Federal Rule of Civil Procedure 12(b)(6) provides for the dismissal of a complaint, in whole or in part, for failure to state a claim upon which relief can be granted. See FED. R. CIV. P. 12(b)(6). When considering a Rule 12(b)(6) motion, the Court's role is limited to determining if a plaintiff is entitled to offer evidence insupport of their claims. See Semerenko v. Cendant Corp., 223 F.3d 165, 173 (3d Cir. 2000). The Court does not consider whether a plaintiff will ultimately prevail. Id. A defendant bears the burden of establishing that a plaintiff's complaint fails to state a claim. See Gould Elecs. v. United States, 220 F.3d 169, 178 (3d Cir. 2000).

"A pleading that states a claim for relief must contain . . . a short and plain statement of the claim showing that the pleader is entitled to relief." FED. R. CIV. P. 8(a). The statement required by Rule 8(a)(2) must give the defendant fair notice of what the . . . claim is and the grounds upon which it rests. Erickson v. Pardus, 551 U.S. 89, 93 (2007) (per curiam) (quoting Bell Atl. Corp. v. Twombly, 550 U.S. 544, 555 (2007)). Detailed factual allegations are not required. Twombly, 550 U.S. at 555. However, mere conclusory statements will not do; "a complaint must do more than allege the plaintiff's entitlement to relief." Fowler v. UPMC Shadyside, 578 F.3d 203, 210 (3d Cir. 2009). Instead, a complaint must "show" this entitlement by alleging sufficient facts. Id. "While legal conclusions can provide the framework of a complaint, they must be supported by factual allegations." Ashcroft v. Iqbal, 556 U.S. 662, 129 S. Ct. 1937, 1950 (2009). As such, "[t]he touchstone of the pleading standard is plausability." Bistrian v. Levi, 696 F.3d 352, 365 (3d Cir. 2012).

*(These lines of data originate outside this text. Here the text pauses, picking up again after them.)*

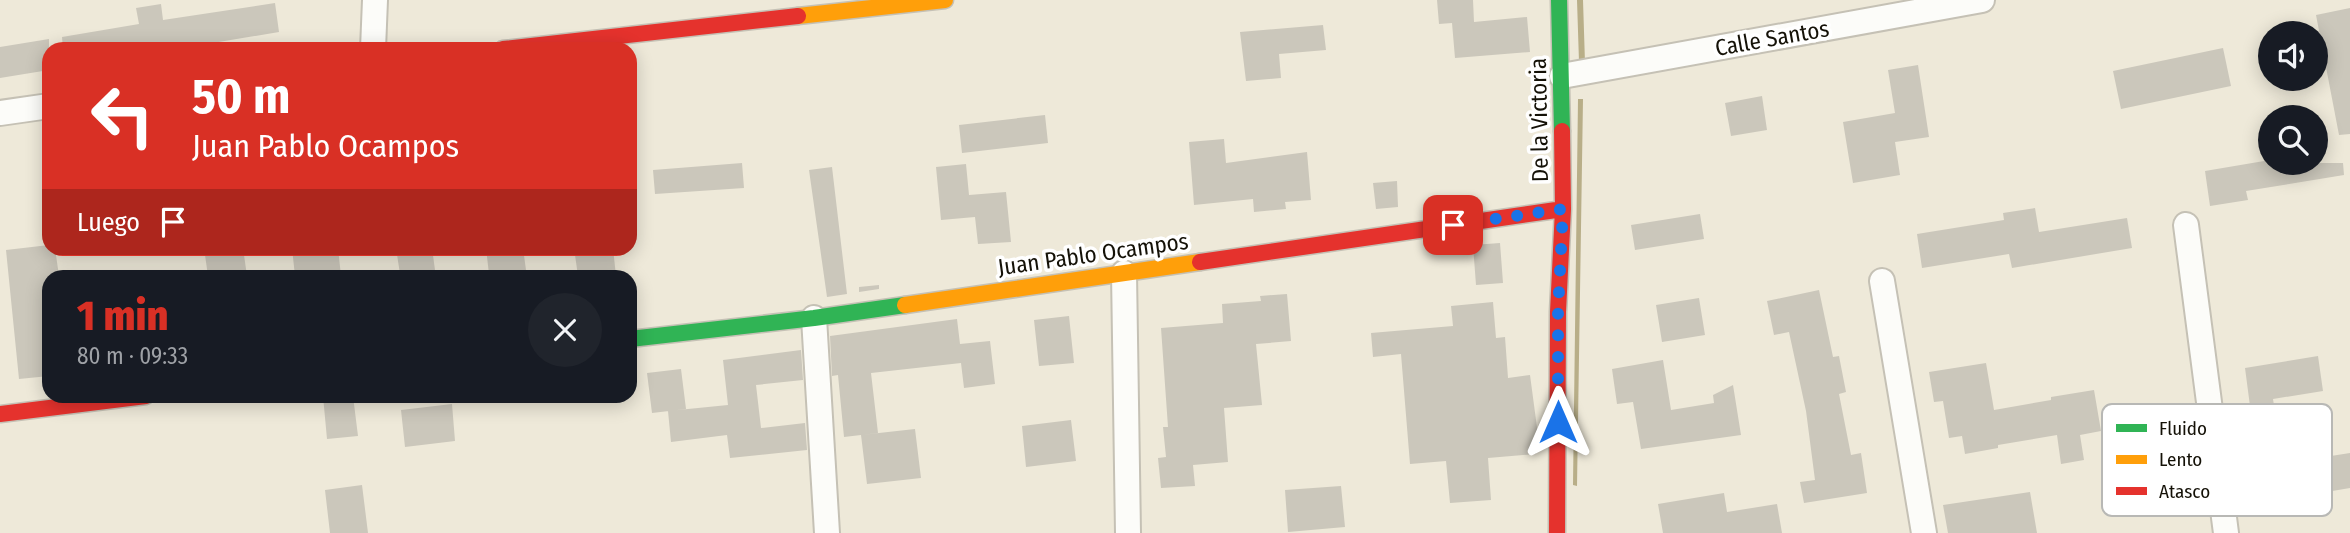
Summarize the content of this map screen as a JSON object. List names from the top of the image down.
{
  "streets": {
    "street": ["Calle Santos", "De la Victoria", "Juan Pablo Ocampos"]
  },
  "crossings": [
    ["Calle Santos", "De la Victoria"],
    ["De la Victoria", "Juan Pablo Ocampos"]
  ],
  "legend": ["Fluido", "Lento", "Atasco"],
  "page": {
    "turn": ["50 m", "Juan Pablo Ocampos"],
    "then": "Luego",
    "heading": ["1 min", "80 m · 09:33"]
  }
}
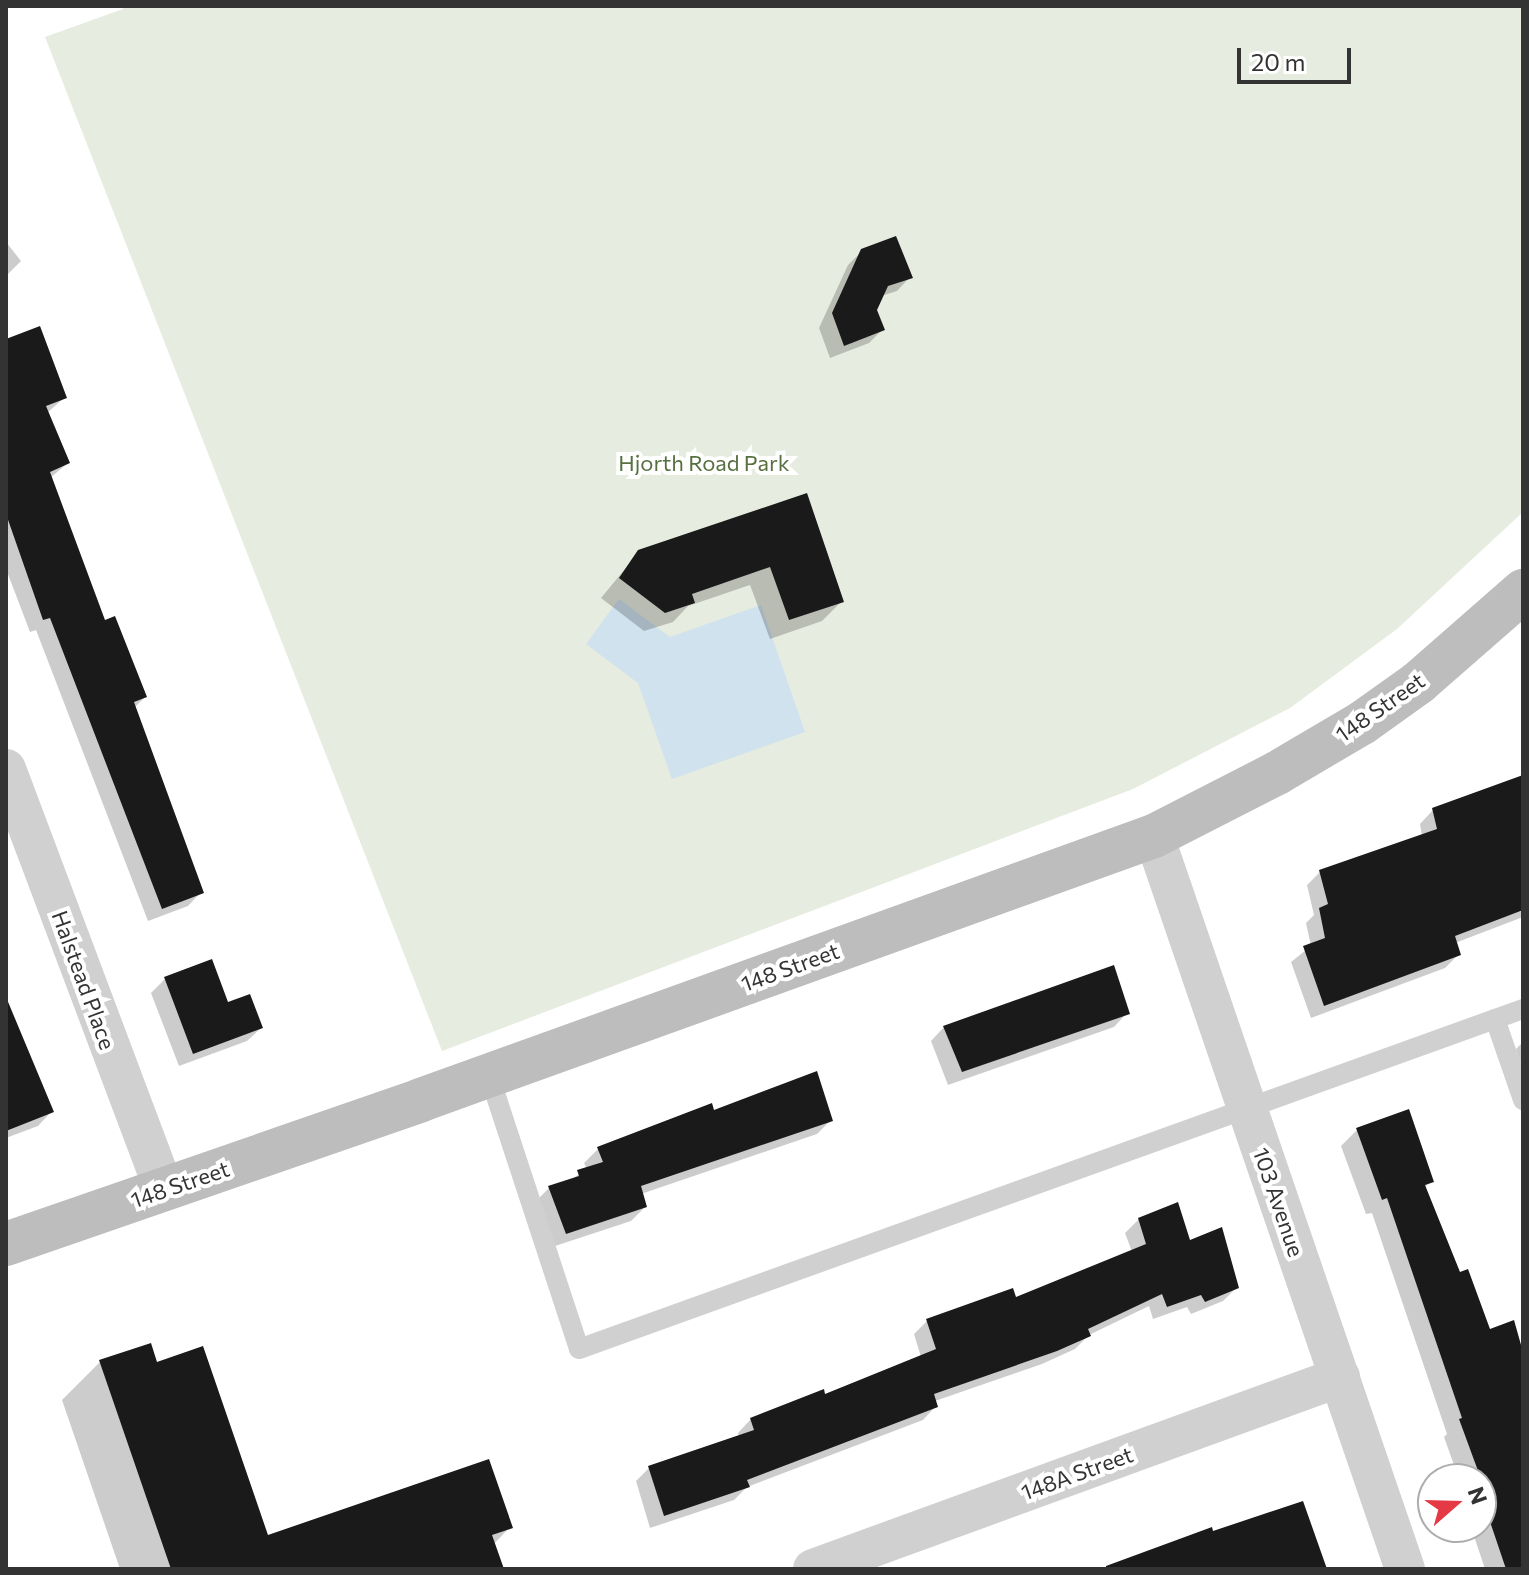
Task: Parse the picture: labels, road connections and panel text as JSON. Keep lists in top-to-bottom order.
{
  "streets": {
    "main road": ["148 Street"],
    "street": ["Halstead Place", "103 Avenue", "148A Street"]
  },
  "crossings": [
    ["148 Street", "Halstead Place"],
    ["148 Street", "103 Avenue"],
    ["103 Avenue", "148A Street"]
  ],
  "parks": ["Hjorth Road Park"],
  "scale_bar": "20 m",
  "north": "right"
}
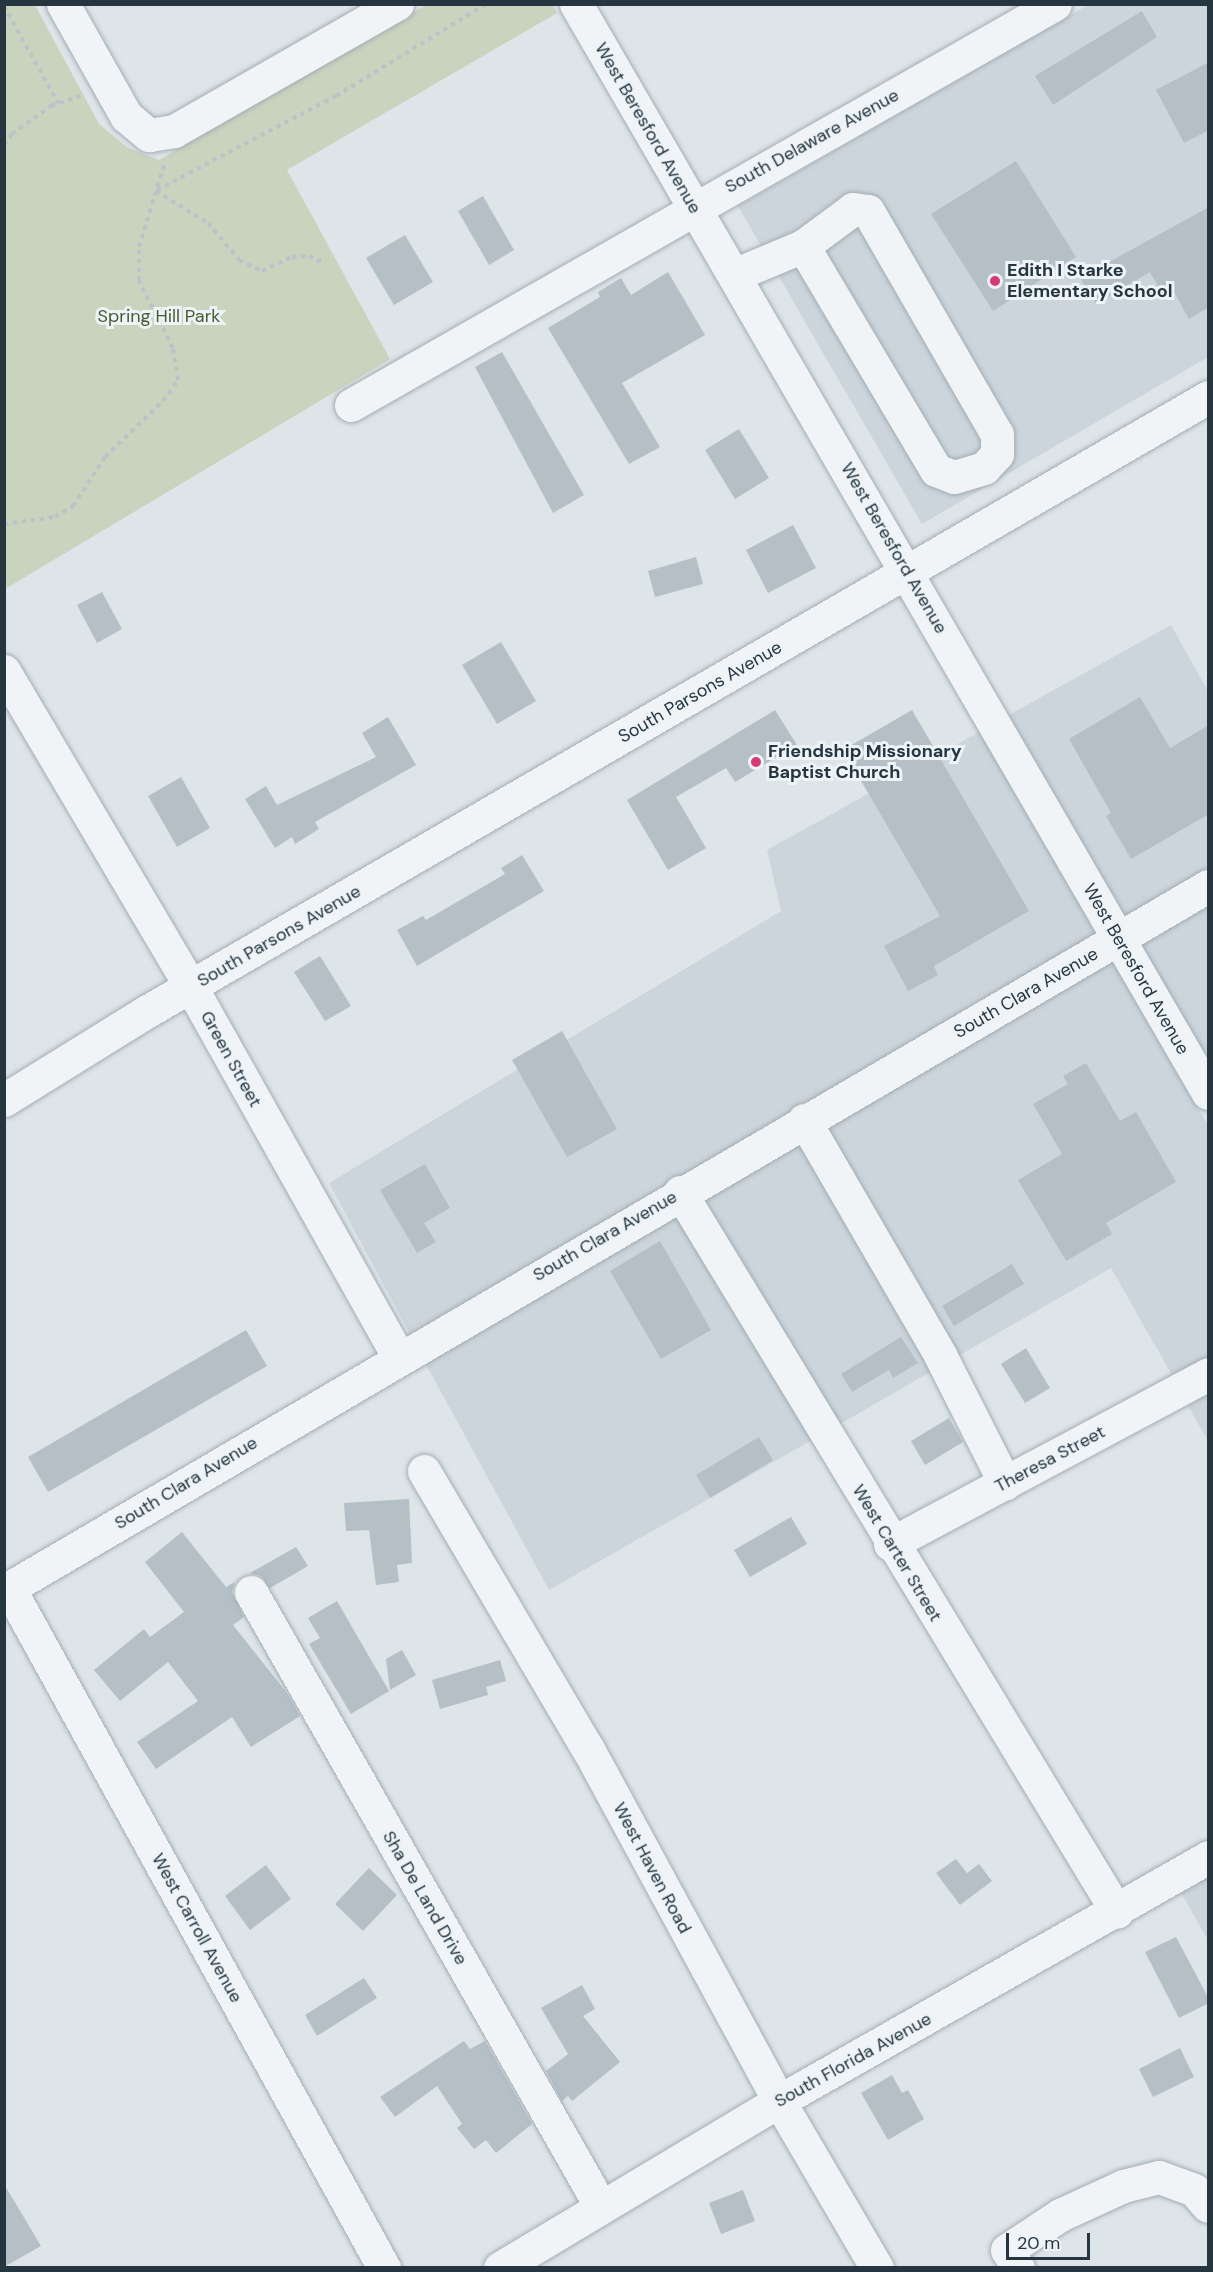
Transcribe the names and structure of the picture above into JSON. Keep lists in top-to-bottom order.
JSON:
{
  "streets": {
    "street": [
      "West Beresford Avenue",
      "South Delaware Avenue",
      "South Parsons Avenue",
      "South Clara Avenue",
      "Green Street",
      "Theresa Street",
      "West Carter Street",
      "West Haven Road",
      "Sha De Land Drive",
      "West Carroll Avenue",
      "South Florida Avenue"
    ]
  },
  "crossings": [
    ["West Beresford Avenue", "South Delaware Avenue"],
    ["West Beresford Avenue", "South Parsons Avenue"],
    ["West Beresford Avenue", "South Clara Avenue"],
    ["South Parsons Avenue", "Green Street"],
    ["South Clara Avenue", "Green Street"],
    ["South Clara Avenue", "West Carter Street"],
    ["South Clara Avenue", "West Carroll Avenue"],
    ["Theresa Street", "West Carter Street"],
    ["West Carter Street", "South Florida Avenue"],
    ["West Haven Road", "South Florida Avenue"],
    ["Sha De Land Drive", "South Florida Avenue"]
  ],
  "parks": ["Spring Hill Park"],
  "places": ["Edith I Starke Elementary School", "Friendship Missionary Baptist Church"],
  "scale_bar": "20 m"
}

Dismissal is appropriate only if, accepting as true all the facts alleged in the complaint, a plaintiff has not pleaded "enough facts to state a claim to relief that is plausible on its face," Twombly, 550 U.S. at 570, meaning enough factual allegations "'to raise a reasonable expectation that discovery will reveal evidence of'" each necessary element. Phillips v. County of Allegheny, 515 F.3d 224, 234 (3d Cir. 2008) (quoting Twombly, 550 U.S. at 556). "The plausibility standard is not akin to a 'probability requirement,' but it asks for more than a sheer possibility that a defendant has acted unlawfully." Iqbal, 556 U.S. at 678. "When there are well-pleaded factual allegations, a court should assume their veracity and then determine whether they plausibly give rise to an entitlement to relief." Id. at 679.

In deciding a motion to dismiss, the Court should consider the allegations in thecomplaint. In addition to the allegations found in the complaint, the court may examine "exhibits attached to the complaint, matters of public record," and "legal arguments presented in memorandums or briefs and arguments of counsel." Mayer, 605 F.3d at 230; Pryor, 288 F.3d at 560. Additionally, the Court may consider a "document integral or explicitly relied upon in the complaint." In Re Burlington Coat Factory Sec. Litig., 114 F.3d 1410, 1426 (3d Cir. 1997) (Alito, J.).

III. Discussion
A. Justiciability

The United States Constitution limits federal court jurisdiction to "cases" and "controversies." U.S. CONST. ART. III, § 2. See also Presbytery of New Jersey v. Florio, 40 F.3d 1454, 1462 (3d Cir. 1994) ("The...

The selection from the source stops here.